Theresa May has agreed a delay to Brexit until Halloween after EU leaders offered another extension to Article 50 at a late-night Brussels summit.
In the early hours of the morning, leaders of the remaining 27 EU member states decided to give the prime minister an extra six-and-a-half-month period in which to break the Brexit deadlock at Westminster.
European Council President Donald Tusk warned the UK: “Please do not waste this time.”
The second extension to Article 50 secured by Mrs May means a no-deal Brexit will now not take place at 11pm on Friday night, as the point of the UK’s departure from the bloc shifts again.
Under the terms of the extension, if Mrs May finally gets her withdrawal agreement approved by the House of Commons prior to 31 October, the UK could leave the EU earlier than that date.
Speaking at a news conference after the summit concluded, the prime minister acknowledged “huge frustration from many people” that she had to ask for another delay, which follows three defeats in parliament for her withdrawal agreement.
Mrs May will explain the latest delay to Brexit to the House of Commons later, while the government will also continue cross-party talks with Labour aimed at reaching a compromise Brexit deal.
She said: “The UK should have left the EU by now and I sincerely regret the fact that I have not yet been able to persuade parliament to approve a deal which would allow the UK to leave in a smooth and orderly way.
“But the choices we now face are stark and the timetable is clear.
“So we must now press on at pace with our efforts to reach a consensus on a deal that is in the national interest.”
The prime minister insisted the UK could still avoid having to hold European Parliament elections on 23 May if her withdrawal agreement is finally approved by MPs in the first three weeks of next month.
The government has begun preparations to hold those elections, but will cancel the polls if Brexit is agreed before they are due.
The EU27 agreed, if the UK fails to leave the EU by 23 May but also does not hold European elections, it will leave with no deal on 1 June.
Under the terms of the latest Brexit delay, the EU27 included a review point at the bloc’s scheduled June summit, although Mr Tusk stressed this would not present another “cliff edge”.
Mrs May recommitted the UK to “sincere cooperation” during the extension, which follows claims by Tory Brexiteers that Britain could behave disruptively if stuck in a long delay to Brexit.
Dutch Prime Minister Mark Rutte expected the extension to be the “last delay” to Brexit. He said: “On 31 October, the British will either have agreed to a deal, have decided to cancel Brexit or leave without a deal.

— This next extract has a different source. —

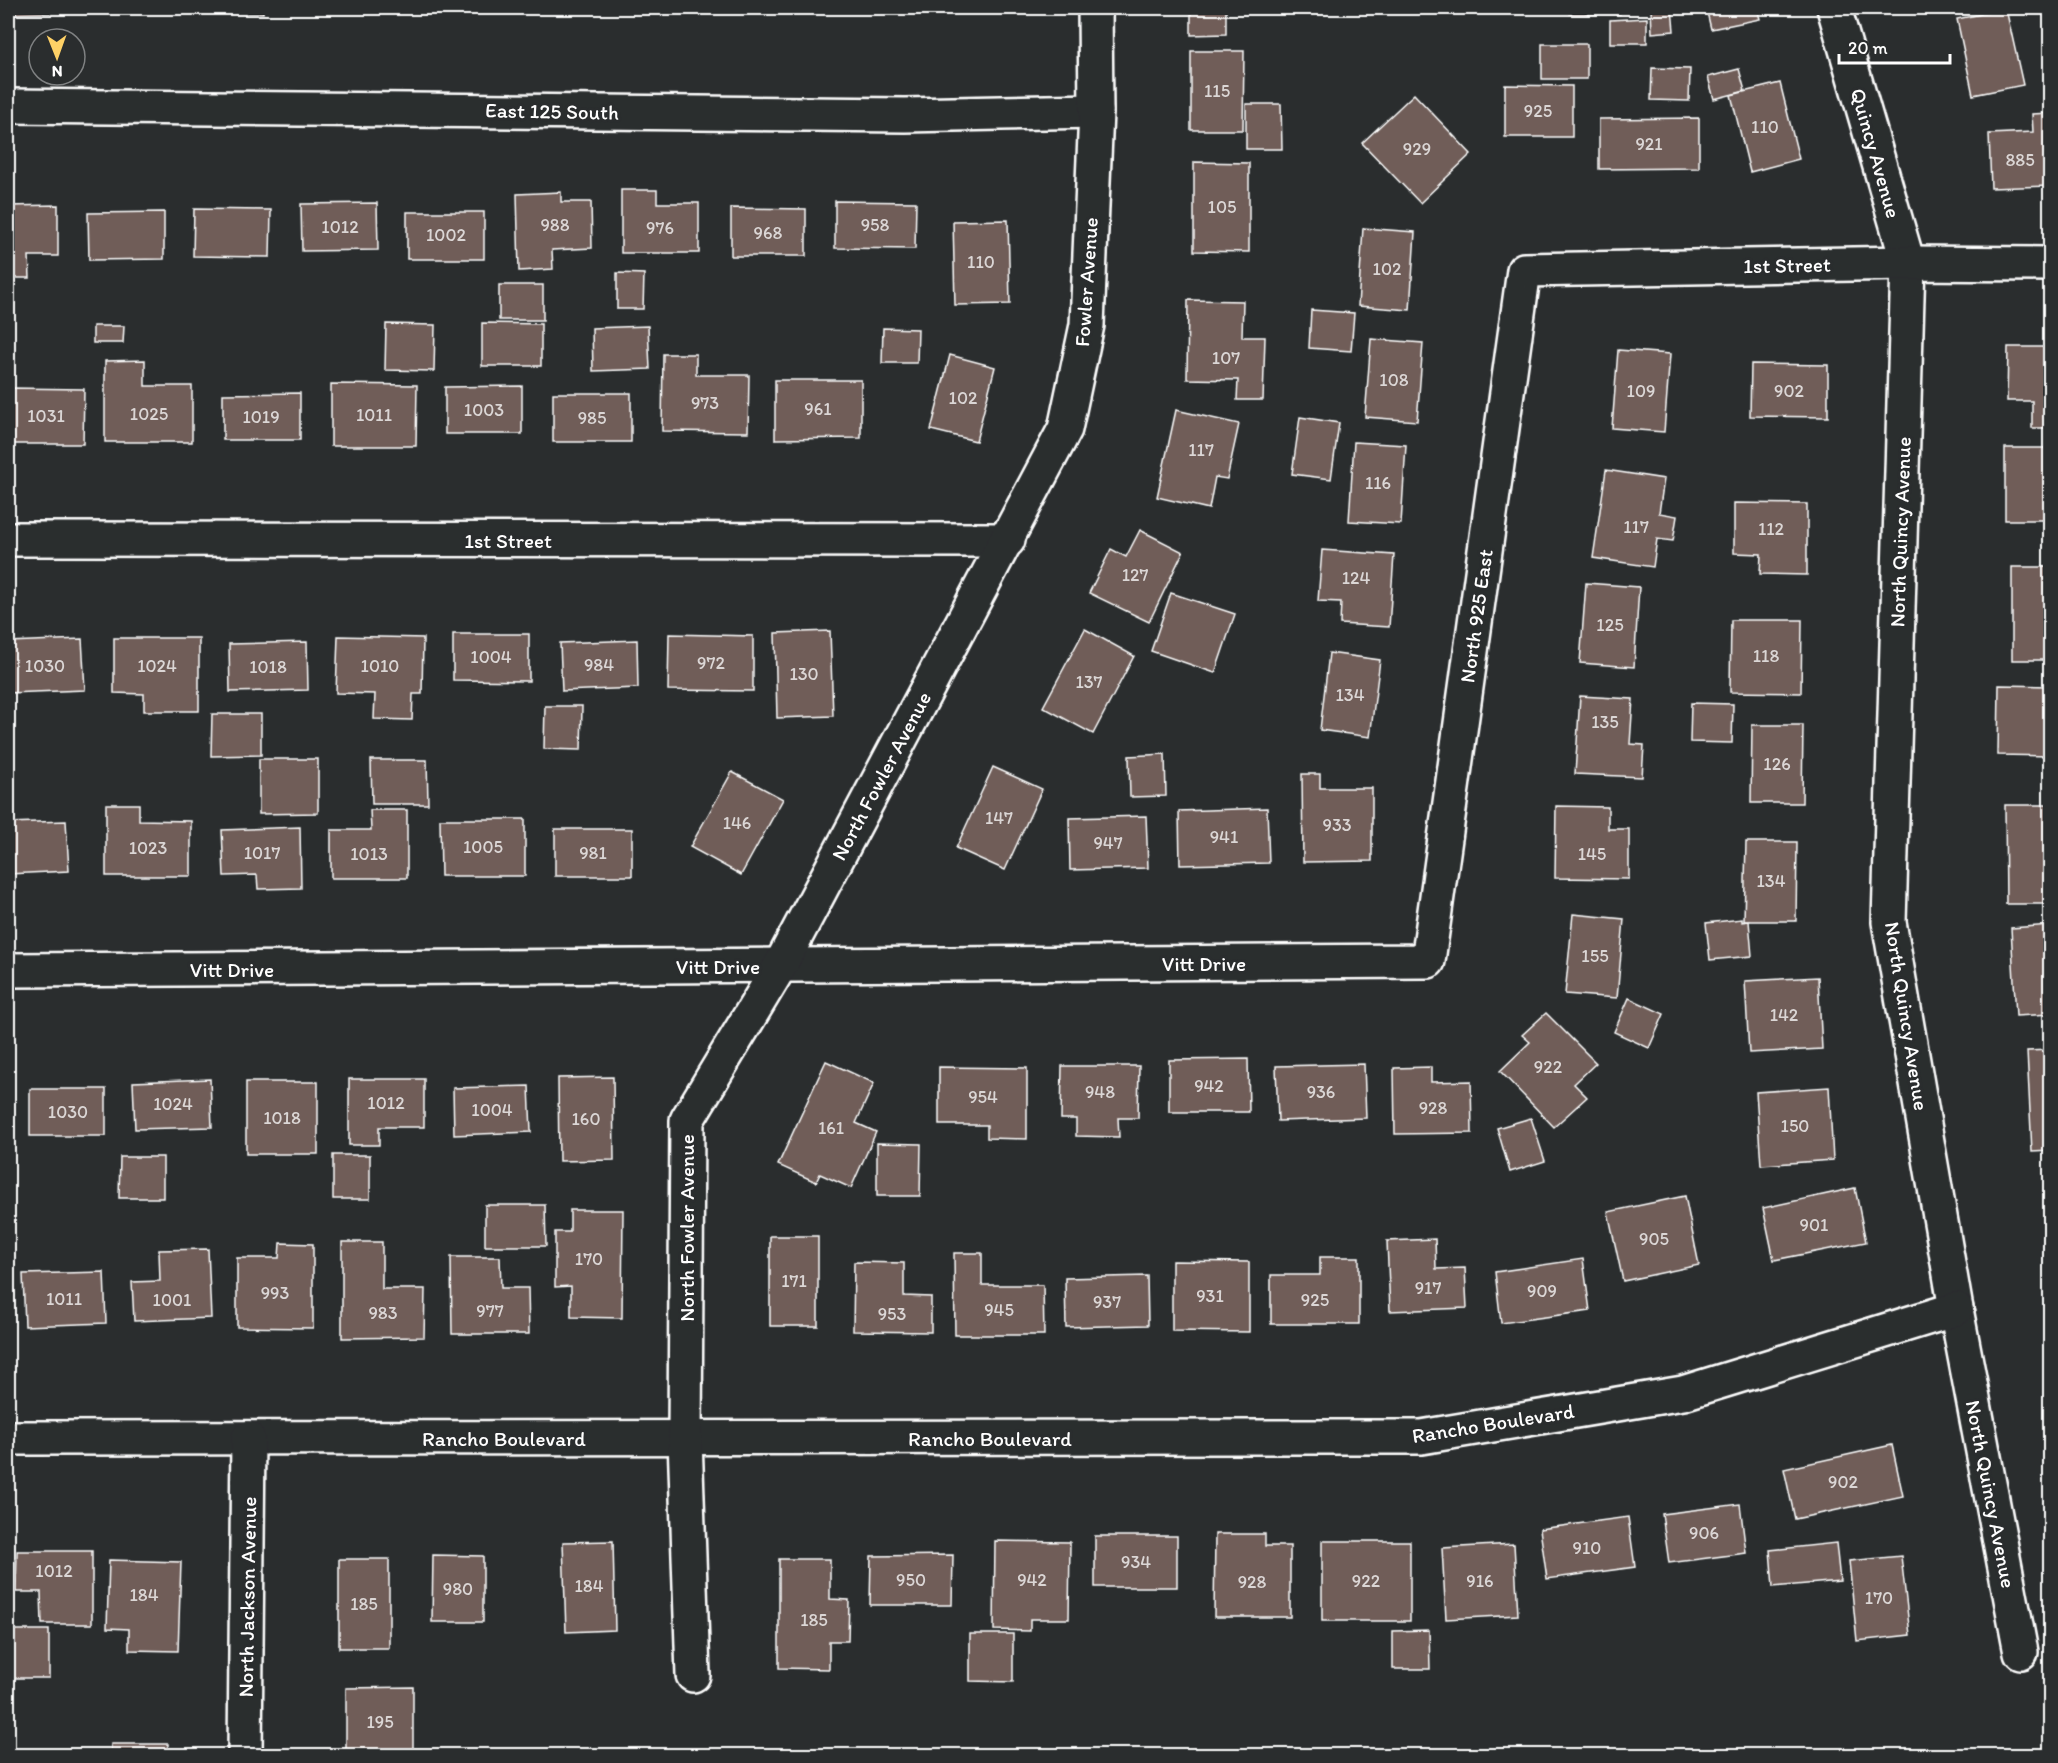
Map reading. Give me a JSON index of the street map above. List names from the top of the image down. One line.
{"streets":{"street":["East 125 South","Quincy Avenue","1st Street","Fowler Avenue","North Quincy Avenue","North 925 East","North Fowler Avenue","Vitt Drive","Rancho Boulevard","North Jackson Avenue"]},"crossings":[["East 125 South","Fowler Avenue"],["Quincy Avenue","1st Street"],["Quincy Avenue","North Quincy Avenue"],["1st Street","Fowler Avenue"],["1st Street","North Quincy Avenue"],["1st Street","North 925 East"],["1st Street","North Fowler Avenue"],["Fowler Avenue","North Fowler Avenue"],["North Quincy Avenue","Rancho Boulevard"],["North 925 East","Vitt Drive"],["North Fowler Avenue","Vitt Drive"],["North Fowler Avenue","Rancho Boulevard"],["Rancho Boulevard","North Jackson Avenue"]],"house_numbers":["115","925","110","921","929","885","105","988","958","1012","976","968","1002","110","102","107","108","109","902","102","973","961","1003","1025","1011","1031","1019","985","117","116","117","112","127","124","125","118","1004","972","984","1030","1024","1010","1018","130","137","134","135","126","147","146","933","941","947","1005","1023","1017","981","1013","145","134","155","142","922","942","948","936","954","1012","1024","928","1004","1030","1018","160","150","161","901","905","170","171","917","909","993","931","1011","1001","925","937","945","977","983","953","902","906","910","934","1012","950","942","922","916","928","184","980","184","170","185","185","195"],"scale_bar":"20 m","north":"bottom"}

“But then we will have had six more months to prepare for that.”
In talks lasting more than six hours, EU leaders were said to be divided over the terms of the offer to the UK.
Seventeen member states were claimed to want a long extension to March next year.
But French President Emmanuel Macron was said to be among those wanting a shorter extension to 30 June – as Mrs May had requested prior to the summit.
Eventually, it appeared minimising disruption to EU institutions due to Brexit was forefront of leaders’ minds, with the 31 October date coming on the eve of a new European Commission being installed in Brussels.
In her news conference, Mrs May avoided questions over her future in Downing Street.
Earlier, former Tory leader Iain Duncan Smith told Sky News that Mrs May should be gone before the Conservative Party conference at the end of September.
But Tory sources said she was standing by commitments made to her party’s 1922 committee that she would step down once her withdrawal agreement is ratified, which could now be as late as the end of October.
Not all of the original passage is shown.